Problem requirements:
Filter the entries and keep only the lines where the string "Park" appears.

___ Study material

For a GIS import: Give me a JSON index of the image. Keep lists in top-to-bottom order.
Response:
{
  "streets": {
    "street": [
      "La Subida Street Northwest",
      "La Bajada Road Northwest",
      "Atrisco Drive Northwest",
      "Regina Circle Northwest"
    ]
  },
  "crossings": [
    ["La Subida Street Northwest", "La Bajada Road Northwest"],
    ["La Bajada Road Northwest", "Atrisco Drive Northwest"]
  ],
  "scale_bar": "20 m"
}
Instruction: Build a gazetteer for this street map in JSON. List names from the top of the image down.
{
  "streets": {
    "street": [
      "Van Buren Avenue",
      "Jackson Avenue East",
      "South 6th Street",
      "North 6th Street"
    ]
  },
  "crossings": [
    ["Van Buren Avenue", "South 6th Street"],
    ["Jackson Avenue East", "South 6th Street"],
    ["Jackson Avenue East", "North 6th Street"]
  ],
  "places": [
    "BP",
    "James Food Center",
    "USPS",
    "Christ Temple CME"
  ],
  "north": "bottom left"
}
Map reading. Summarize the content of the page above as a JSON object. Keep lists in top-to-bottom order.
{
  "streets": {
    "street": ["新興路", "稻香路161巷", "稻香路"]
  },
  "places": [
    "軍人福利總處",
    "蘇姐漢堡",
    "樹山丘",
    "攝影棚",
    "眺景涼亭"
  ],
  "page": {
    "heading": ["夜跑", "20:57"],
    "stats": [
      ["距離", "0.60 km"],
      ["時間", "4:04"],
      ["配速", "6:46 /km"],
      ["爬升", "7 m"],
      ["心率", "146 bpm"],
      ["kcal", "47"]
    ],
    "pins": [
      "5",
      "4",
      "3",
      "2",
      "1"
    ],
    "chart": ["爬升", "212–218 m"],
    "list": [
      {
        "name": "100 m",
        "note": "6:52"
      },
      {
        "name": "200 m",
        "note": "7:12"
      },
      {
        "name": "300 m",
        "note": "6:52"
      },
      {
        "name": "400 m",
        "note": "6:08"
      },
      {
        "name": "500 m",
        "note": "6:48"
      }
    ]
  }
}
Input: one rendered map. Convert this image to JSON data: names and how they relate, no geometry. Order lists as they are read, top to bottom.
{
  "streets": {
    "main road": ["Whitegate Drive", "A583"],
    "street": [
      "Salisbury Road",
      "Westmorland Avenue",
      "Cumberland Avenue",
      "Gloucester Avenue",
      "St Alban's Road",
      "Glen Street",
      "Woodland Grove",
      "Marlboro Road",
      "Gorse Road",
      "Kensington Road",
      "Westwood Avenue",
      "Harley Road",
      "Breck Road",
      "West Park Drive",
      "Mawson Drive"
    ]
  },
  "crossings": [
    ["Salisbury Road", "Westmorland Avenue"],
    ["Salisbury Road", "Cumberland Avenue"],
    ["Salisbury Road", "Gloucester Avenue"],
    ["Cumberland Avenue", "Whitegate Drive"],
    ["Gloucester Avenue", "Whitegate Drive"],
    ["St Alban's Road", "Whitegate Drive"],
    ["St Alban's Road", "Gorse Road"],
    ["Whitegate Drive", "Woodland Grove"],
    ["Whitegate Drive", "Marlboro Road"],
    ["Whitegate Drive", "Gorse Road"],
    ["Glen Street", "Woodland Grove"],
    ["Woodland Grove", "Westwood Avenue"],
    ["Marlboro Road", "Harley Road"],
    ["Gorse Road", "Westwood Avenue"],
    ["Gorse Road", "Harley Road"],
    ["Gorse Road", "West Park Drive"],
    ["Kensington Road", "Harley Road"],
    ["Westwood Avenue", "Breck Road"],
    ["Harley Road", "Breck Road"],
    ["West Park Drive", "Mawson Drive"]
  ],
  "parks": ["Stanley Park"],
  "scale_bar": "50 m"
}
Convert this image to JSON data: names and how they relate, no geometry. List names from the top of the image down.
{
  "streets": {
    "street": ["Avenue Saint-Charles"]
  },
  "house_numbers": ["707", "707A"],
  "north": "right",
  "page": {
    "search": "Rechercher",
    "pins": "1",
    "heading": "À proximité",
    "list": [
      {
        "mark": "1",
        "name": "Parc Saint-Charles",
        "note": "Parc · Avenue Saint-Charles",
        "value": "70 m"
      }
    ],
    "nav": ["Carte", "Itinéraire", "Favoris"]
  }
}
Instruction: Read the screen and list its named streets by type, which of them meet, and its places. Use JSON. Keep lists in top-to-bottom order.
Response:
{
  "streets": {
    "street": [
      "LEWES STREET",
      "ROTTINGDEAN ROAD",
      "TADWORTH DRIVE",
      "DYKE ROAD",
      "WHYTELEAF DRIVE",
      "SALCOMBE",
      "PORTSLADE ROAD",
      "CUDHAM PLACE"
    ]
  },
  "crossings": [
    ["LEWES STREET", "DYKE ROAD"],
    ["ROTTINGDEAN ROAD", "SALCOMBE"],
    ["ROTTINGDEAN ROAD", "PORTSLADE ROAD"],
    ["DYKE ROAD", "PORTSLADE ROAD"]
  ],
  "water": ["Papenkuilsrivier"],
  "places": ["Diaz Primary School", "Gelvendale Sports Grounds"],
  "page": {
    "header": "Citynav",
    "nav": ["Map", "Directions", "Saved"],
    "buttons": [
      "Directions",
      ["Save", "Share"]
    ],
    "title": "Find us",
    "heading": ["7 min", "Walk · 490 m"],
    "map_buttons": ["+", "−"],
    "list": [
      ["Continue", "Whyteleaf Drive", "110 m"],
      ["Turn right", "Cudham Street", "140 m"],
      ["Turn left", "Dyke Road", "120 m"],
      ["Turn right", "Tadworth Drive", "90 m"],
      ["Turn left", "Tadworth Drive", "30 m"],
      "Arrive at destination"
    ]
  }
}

______

Written solution:
      "West Park Drive",
    ["Gorse Road", "West Park Drive"],
    ["West Park Drive", "Mawson Drive"]
  "parks": ["Stanley Park"],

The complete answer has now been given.